SOUND EXCHANGE embarks on the search for the roots and present-day experimental music culture in Central and Eastern Europe, which has a lively internationally linked scene of musicians, artists and festivals. Local traditions and their protagonists have, however, partially been consigned to oblivion since the fall of the Iron Curtain in 1989. SOUND EXCHANGE wants to ensure that these traditions can be heard again and to link them to current developments in local music scenes.
Between November 2011 and November 2012, SOUND EXCHANGE DAYS will take place that are connected to local festivals in seven cities – Krakow, Bratislava, Tallinn, Vilnius, Budapest, Riga and Prague – with concerts, performances, workshops and a wandering exhibition on the experimental music scene in Central and Eastern Europe. Together with the co-curators on site, country-specific programmes were developed on topics such as electronic sound experiments, Dadaist happenings and New Wave, Minimal Music, Fluxus, Experimental Electro-Acoustic Music, Graphic Notations and Real-Time Improvisation. All programmes are presented in a bilateral exchange and in cooperation with local music festivals.
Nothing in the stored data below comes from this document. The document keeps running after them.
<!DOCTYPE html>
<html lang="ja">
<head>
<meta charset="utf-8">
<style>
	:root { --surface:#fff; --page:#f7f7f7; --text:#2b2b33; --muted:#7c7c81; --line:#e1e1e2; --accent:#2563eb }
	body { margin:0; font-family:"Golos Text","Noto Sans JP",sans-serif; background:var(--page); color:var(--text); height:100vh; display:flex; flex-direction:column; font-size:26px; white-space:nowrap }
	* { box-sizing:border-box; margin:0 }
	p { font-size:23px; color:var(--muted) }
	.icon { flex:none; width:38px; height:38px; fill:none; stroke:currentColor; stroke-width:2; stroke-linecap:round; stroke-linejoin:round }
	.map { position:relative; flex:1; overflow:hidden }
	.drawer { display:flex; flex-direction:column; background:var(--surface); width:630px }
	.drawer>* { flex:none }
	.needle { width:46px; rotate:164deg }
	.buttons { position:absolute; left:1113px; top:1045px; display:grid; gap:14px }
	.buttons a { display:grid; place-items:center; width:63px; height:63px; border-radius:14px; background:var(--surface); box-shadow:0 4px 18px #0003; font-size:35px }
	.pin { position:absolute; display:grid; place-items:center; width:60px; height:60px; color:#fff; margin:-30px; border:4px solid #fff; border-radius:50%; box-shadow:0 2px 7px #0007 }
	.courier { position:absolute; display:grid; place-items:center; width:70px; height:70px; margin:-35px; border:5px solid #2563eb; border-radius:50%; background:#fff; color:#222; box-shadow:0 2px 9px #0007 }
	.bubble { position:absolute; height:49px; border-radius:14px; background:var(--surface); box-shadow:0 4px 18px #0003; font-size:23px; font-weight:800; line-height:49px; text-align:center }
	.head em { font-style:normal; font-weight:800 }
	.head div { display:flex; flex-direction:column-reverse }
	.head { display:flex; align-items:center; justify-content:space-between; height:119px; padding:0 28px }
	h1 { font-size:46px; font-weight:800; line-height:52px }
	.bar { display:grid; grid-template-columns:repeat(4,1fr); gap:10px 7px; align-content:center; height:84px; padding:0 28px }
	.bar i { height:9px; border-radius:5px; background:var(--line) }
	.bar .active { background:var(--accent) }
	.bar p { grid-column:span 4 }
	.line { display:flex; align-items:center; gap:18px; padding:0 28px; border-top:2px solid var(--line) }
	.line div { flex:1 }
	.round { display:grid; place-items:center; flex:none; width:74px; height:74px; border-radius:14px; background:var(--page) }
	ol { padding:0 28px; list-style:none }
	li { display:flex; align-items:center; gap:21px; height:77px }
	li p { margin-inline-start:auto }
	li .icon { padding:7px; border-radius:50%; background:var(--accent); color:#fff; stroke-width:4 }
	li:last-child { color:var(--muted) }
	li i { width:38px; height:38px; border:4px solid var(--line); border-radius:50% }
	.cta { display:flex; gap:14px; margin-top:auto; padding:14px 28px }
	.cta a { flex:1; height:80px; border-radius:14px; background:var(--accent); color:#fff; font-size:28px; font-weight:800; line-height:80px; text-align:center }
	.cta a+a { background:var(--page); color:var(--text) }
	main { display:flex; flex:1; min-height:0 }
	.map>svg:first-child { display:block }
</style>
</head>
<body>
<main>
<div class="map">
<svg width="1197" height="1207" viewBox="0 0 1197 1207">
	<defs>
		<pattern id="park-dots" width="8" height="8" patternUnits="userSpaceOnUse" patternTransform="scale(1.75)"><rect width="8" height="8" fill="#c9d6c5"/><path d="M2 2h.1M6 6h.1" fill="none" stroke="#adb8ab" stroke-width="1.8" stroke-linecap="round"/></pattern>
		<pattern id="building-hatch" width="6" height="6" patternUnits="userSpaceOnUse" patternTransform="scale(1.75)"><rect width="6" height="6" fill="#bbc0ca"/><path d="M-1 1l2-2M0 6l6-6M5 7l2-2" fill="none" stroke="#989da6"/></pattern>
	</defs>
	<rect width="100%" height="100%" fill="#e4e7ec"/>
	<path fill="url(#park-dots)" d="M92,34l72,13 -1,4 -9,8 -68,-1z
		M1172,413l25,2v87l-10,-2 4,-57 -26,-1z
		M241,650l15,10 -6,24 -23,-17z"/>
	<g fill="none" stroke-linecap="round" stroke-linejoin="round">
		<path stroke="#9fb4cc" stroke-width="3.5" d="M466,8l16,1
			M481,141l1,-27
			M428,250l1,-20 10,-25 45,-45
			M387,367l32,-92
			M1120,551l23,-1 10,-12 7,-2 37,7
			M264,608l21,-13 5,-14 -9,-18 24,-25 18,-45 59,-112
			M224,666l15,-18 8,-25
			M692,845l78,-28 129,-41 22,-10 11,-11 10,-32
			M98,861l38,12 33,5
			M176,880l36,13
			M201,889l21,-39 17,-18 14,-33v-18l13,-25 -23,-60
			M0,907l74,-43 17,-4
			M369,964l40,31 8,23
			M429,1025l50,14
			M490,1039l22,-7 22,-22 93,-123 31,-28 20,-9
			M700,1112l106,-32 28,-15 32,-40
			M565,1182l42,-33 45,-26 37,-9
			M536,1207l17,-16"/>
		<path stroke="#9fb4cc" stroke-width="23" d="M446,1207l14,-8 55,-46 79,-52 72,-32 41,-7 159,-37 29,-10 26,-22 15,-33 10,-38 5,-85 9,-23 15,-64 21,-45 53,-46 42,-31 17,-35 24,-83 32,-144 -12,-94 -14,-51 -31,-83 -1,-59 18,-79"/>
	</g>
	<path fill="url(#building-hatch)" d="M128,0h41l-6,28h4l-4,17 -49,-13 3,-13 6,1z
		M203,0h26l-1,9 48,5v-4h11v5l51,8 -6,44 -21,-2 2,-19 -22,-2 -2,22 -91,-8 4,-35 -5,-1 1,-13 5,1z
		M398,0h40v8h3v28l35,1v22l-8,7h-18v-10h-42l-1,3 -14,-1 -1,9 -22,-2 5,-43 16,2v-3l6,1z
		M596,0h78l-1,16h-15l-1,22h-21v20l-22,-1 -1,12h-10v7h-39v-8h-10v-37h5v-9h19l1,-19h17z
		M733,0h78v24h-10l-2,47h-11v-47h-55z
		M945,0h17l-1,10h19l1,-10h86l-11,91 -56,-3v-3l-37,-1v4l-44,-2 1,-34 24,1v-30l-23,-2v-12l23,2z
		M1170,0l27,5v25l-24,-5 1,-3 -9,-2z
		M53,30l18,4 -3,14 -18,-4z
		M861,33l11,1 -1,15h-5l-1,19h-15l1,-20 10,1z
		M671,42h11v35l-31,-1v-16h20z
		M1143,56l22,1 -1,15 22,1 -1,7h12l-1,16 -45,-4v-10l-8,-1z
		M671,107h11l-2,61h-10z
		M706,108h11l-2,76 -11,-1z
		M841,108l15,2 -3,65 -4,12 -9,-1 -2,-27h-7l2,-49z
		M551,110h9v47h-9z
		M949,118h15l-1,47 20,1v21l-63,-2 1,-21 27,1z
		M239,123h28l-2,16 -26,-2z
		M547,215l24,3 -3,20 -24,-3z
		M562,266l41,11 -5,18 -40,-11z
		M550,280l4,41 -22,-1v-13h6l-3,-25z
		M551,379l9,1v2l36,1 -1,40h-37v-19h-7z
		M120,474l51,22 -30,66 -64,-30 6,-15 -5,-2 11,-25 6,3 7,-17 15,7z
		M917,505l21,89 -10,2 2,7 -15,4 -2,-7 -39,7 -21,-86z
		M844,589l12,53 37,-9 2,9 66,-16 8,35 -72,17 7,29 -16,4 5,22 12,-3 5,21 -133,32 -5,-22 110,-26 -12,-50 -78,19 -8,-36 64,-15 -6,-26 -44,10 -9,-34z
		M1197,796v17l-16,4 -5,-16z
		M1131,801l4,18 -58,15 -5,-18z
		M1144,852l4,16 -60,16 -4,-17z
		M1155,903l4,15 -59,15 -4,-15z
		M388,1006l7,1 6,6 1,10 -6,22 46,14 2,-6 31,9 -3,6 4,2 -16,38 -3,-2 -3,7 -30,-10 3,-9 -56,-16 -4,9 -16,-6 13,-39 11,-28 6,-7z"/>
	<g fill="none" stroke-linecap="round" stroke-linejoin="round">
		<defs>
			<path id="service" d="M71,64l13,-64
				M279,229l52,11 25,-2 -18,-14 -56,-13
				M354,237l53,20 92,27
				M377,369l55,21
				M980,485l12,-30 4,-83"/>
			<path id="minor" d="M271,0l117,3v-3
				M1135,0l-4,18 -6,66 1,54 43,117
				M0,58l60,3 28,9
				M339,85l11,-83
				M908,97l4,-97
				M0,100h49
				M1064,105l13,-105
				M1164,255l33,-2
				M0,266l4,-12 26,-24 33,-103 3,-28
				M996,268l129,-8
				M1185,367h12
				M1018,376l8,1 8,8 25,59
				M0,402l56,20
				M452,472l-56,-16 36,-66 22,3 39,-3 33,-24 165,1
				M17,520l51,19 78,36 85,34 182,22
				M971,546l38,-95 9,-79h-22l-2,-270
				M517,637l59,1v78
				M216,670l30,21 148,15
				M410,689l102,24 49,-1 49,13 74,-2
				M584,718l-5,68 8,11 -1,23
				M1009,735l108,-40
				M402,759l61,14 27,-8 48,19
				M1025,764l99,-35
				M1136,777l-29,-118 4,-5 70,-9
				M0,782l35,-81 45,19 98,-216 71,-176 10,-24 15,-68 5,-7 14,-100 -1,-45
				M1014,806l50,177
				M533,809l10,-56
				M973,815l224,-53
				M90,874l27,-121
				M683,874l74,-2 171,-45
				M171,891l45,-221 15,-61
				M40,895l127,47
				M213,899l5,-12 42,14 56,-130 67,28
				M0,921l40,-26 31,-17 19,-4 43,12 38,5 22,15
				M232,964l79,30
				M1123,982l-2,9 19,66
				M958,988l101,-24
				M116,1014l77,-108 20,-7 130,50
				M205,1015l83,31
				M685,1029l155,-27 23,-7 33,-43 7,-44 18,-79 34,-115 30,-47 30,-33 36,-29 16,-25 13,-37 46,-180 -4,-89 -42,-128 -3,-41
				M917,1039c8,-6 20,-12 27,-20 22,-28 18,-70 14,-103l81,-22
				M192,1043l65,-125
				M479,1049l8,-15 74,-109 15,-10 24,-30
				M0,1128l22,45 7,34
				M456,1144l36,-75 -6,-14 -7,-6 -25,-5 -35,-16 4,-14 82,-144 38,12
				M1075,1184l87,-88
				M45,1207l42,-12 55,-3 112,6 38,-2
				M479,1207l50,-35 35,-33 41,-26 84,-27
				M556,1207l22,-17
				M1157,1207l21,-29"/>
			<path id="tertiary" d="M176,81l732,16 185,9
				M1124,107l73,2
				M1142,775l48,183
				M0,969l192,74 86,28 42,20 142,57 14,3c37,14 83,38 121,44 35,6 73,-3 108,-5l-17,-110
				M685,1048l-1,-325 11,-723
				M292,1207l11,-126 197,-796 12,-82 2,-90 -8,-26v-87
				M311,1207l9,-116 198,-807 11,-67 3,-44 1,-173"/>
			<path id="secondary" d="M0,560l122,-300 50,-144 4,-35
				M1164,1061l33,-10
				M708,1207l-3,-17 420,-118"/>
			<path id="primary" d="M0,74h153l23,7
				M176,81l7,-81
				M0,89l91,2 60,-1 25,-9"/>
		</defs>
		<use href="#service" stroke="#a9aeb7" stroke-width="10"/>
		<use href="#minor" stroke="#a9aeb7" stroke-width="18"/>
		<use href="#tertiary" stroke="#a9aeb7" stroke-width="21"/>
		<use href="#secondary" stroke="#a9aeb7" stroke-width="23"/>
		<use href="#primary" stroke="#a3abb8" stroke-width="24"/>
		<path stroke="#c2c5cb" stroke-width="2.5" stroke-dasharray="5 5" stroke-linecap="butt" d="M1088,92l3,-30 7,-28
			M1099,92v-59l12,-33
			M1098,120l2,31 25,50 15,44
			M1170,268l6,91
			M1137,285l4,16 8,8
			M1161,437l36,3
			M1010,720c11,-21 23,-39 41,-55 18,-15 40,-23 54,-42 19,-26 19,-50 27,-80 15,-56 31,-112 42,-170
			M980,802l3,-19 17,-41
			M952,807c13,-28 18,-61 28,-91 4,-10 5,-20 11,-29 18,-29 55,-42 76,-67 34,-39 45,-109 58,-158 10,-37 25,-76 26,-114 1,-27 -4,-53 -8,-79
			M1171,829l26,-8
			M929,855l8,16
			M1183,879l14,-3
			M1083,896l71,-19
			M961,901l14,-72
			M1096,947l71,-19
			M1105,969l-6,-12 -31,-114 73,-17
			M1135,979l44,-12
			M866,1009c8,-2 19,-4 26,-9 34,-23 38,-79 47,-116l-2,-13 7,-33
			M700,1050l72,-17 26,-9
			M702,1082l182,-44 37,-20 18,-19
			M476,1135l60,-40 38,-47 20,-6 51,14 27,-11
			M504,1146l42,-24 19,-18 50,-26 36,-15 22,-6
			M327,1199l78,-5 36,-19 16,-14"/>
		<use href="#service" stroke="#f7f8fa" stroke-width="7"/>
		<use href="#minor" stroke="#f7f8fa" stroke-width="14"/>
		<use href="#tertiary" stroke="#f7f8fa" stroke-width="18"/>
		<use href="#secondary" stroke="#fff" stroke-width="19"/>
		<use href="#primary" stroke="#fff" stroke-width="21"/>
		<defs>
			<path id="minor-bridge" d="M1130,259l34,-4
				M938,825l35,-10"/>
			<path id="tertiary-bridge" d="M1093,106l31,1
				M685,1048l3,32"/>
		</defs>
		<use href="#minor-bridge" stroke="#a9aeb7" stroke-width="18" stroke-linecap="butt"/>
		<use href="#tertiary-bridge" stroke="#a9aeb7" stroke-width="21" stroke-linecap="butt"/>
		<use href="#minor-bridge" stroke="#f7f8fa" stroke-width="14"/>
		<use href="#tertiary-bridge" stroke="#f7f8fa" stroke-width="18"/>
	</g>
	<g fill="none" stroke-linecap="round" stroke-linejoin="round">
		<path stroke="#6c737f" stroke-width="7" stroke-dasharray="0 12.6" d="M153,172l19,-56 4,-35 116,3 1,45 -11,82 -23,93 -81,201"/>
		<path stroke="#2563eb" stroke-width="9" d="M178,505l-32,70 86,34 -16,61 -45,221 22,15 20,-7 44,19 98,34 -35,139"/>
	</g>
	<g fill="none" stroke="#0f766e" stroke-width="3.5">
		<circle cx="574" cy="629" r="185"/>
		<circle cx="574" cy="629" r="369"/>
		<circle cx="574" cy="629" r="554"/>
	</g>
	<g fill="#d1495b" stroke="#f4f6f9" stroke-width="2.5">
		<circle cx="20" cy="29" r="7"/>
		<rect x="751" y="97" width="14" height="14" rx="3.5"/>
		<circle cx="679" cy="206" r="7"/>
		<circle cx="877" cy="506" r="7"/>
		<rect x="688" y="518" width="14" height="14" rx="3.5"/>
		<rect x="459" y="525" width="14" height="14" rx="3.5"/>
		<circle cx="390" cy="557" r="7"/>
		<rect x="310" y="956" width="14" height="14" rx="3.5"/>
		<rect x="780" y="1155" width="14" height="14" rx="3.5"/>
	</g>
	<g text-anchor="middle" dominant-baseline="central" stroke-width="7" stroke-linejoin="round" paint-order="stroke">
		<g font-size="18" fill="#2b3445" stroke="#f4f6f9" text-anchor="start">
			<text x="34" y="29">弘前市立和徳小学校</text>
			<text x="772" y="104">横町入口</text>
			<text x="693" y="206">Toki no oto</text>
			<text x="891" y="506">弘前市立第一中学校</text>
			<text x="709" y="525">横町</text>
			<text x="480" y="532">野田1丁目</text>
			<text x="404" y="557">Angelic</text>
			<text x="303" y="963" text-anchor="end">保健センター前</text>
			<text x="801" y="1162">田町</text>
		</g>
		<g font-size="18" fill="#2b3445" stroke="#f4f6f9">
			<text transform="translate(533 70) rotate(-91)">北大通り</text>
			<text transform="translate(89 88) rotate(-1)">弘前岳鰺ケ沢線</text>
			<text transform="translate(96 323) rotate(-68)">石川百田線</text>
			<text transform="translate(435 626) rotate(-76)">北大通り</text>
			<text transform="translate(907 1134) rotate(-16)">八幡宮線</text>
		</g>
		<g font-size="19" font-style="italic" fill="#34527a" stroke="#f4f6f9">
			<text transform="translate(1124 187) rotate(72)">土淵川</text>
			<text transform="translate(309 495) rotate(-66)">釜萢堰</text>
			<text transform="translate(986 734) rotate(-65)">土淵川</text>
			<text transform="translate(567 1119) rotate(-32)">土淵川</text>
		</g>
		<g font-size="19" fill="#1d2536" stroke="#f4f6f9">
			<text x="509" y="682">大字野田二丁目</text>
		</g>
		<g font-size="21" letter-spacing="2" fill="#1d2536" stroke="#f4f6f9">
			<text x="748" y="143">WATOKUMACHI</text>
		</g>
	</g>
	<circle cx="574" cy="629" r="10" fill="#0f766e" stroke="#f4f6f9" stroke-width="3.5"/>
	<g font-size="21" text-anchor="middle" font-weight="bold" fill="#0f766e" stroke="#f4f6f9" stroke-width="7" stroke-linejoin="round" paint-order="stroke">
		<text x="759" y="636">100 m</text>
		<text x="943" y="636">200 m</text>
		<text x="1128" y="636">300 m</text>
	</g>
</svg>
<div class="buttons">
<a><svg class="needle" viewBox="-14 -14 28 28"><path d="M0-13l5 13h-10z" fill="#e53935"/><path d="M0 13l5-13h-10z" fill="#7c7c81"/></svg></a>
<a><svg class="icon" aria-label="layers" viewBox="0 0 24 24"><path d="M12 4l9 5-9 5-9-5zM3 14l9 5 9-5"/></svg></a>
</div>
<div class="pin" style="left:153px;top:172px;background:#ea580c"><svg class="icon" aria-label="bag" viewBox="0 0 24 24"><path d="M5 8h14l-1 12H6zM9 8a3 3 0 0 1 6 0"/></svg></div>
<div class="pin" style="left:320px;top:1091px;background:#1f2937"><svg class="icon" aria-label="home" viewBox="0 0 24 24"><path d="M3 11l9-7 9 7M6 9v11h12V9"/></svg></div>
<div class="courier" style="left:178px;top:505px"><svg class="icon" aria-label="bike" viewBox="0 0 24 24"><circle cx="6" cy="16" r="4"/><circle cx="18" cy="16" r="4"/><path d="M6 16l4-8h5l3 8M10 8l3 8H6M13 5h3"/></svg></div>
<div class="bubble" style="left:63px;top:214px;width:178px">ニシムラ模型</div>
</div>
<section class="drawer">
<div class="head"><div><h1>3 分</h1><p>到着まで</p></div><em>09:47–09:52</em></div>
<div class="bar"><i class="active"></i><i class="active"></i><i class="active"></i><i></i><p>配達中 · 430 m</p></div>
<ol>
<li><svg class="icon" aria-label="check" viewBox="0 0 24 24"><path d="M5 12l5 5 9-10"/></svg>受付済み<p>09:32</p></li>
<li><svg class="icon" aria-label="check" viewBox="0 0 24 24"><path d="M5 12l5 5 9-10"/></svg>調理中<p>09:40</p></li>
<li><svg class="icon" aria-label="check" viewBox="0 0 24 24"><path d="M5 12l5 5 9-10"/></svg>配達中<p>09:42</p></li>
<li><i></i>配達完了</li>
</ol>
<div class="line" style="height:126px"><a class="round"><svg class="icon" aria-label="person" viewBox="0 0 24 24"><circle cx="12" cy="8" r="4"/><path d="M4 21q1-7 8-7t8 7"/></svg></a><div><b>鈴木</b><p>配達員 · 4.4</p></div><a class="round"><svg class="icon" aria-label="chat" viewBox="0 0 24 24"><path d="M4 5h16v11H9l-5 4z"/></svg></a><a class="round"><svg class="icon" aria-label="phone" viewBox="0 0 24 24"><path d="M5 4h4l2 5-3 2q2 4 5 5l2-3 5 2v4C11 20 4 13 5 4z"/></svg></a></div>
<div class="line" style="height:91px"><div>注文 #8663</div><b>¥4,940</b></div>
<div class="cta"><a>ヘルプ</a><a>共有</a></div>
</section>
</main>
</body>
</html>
SOUND EXCHANGE FESTIVAL CHEMNITZ will close the project in November 2012, and will bring together the programme modules from all participating countries in a five-day festival.

PROJECT START 11th november 2011
SOUND EXCHANGE DAY KRAKÓW

In close collaboration with the Goethe-Institut Krakow and the Audio Art Festival Krakow, SOUND EXCHANGE DAY KRAKÓW kicks off the entire project. Outstanding representatives of Poland’s and Slovakia’s experimental music culture will be presented. The Audio Art Festival will also be launched on the same day.

The SOUND EXCHANGE DAY KRAKÓW starts with the opening of the exhibition “Experimental Music in Central and Eastern Europe” at the Goethe-Institut Krakow. Within this framework, the results of the “transcode – Time Inventor‘s Cabinet” workshop under Gívan Belá from Bratislava will also be presented along with music students and interested persons from Krakow.
The concert evening at the Bunkier Sztuki starts with a special project dedicated to Milan Adamciak, the legendary pioneer of experimental music in Slovakia. For “TRANSmusic (VARIATIONS)”, the ten-person Mi-65 ensemble formed especially for the occasion interprets graphic notations by Milan Adamciak together with musicians from Latvia, Lithuania, Slovakia and five young musicians from Krakow under the direction of Slovak composer and musician Daniel Matej.
At the centre of the second part of the evening is Poland’s experimental electro-acoustic music. This will be represented in the form of a performance of the renowned composition “Synthistory” by Boguslaw Schaeffer from 1973. The following performance by the young musician and composer Lukasz Szalankiewicz consciously focuses on the tradition of electro-acoustic music in Poland.